Whatever words we utter should be chosen with care for people will hear them and be influenced by them for good or ill ~ Buddha
I have always had a love affair with words. An affinity for weaving words together to form a rich, vibrant narrative that evokes a clear visual and emotional response. I’ve always had a diary, a journal, a notepad to jot down my thoughts, my ideas, and work out my tangled web of notions swirling around asking for acknowledgement and contemplation. That’s been my rock, my saviour, my easiest and clearest form of communication, the written word.
Public speaking has traditionally been a challenge. Despite my “chatterbox” nickname as a child, I was always tongue tied when needing to speak, out loud, something important, something meaningful, some essence of my truth. I would sweat, go bright read with my heart ready to leap out of my chest, and hands cold and shaking. I would vibrate.
I have also used my words, not only ineffectively, but against myself and others. Engaging in gossip, little “white” lies, and sitting in judgement. Bringing myself down and those around me. I was unaware of the power of words, or at least, that was what I told myself. In reality, looking back at my younger, less enlightened (at least I hope so) self, is that I had experienced the pain of words used to hurt, and in revenge mode, used my words against others. This is a common occurrence on the playground. “Kids are so mean”, “it’s all part of growing up”, “it’ll just make you stronger”. And my personal favourite, only because it’s bullshit, “sticks and stones may break my bones, but words will never hurt me!”
But what if we believed those words?
Unfortunately, wielding words as a weapon doesn’t end when we grow up and leave the playgrounds behind us. In fact, I believe we enter a more daunting and damaging playground, a battlefield, an arena, where words are still used as a weapon, but as adults those weapons are used to poison, they are calculated and intentional. As adults, we have a far greater understanding of their power, and we have a crystal clear knowledge of what we are trying to do. We use them with intention.
One of the most powerful and game-changing books I’ve read has been the Four Agreements. Ruiz speaks of the First Agreement to be impeccable with your word. Words are a force that are used to express, communicate, think and create our worlds, our reality. He speaks of words as a double-edged sword, wielding the power to spread love and beauty, or destroy everything around us. Intent is manifested through our words.

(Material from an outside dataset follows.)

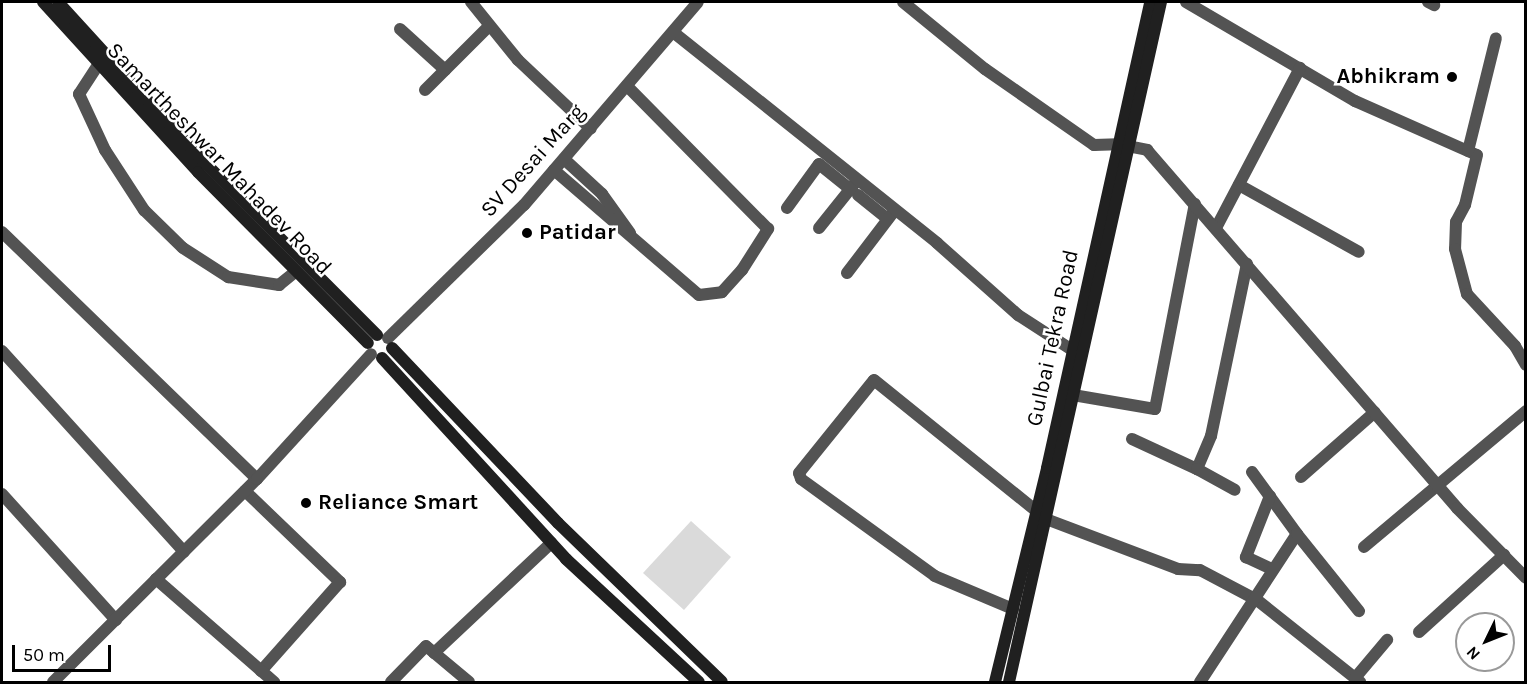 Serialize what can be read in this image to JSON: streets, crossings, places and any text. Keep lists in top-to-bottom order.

I have also been on the receiving end of words spat in hate, rage, to my face; targeted to harm, to injure and to deeply wound. And also more subversively, by gossip spoken behind my back to a third party. Words spoken to undermine, to belittle, and in some ways, cause greater pain through a lack of courage to speak her judgements directly to me. Despite being a firm believer that our perception of the words spoken to us, or behind our backs, is influenced by our lived experience, our history, and that determining the intent of another is, at best, problematic, I also believe there are some words that leave little room for interpretation.
Unfortunately, this has been, in the two more recent occasions, at the hands of those I held in high regard, who claimed to love me and support me. But isn’t that the way it always is? Don’t we hurt the ones we love? In reality, no one else has the same power to injure than those closest to us, those that we listen to, those whose opinions we value, those who we believe. Other than ourselves. As a retired, injured runner, I have not been impeccable with my words and have used them against myself. No longer with my runner’s body, I have told myself that I am fat, no longer lean enough, too much flab and so on. And I started to believe my words.
When we believe words spoken with intent to poison or injure, spoken in judgement, or even against ourselves with negative self-talk, we internalize, we agree with them and those judgements become part of our belief system. To be impeccable with myself, I am going to start appreciating my body, such as my new bum, since I’m no longer running my ass off, and my strong cyclist legs, and my ability to drink a beer and not worry about it. And I’m going to start being impeccable with others, not seeking revenge, refraining from gossip, letting those who choose that path, choose it for themselves alone. Also, attempting to always being truthful. Even if it’s uncomfortable. Finally, I want to be honest and mindful of the intention behind my words, or my message, after all, it is true what they say, if you don’t have anything nice to say, don’t say anything at all!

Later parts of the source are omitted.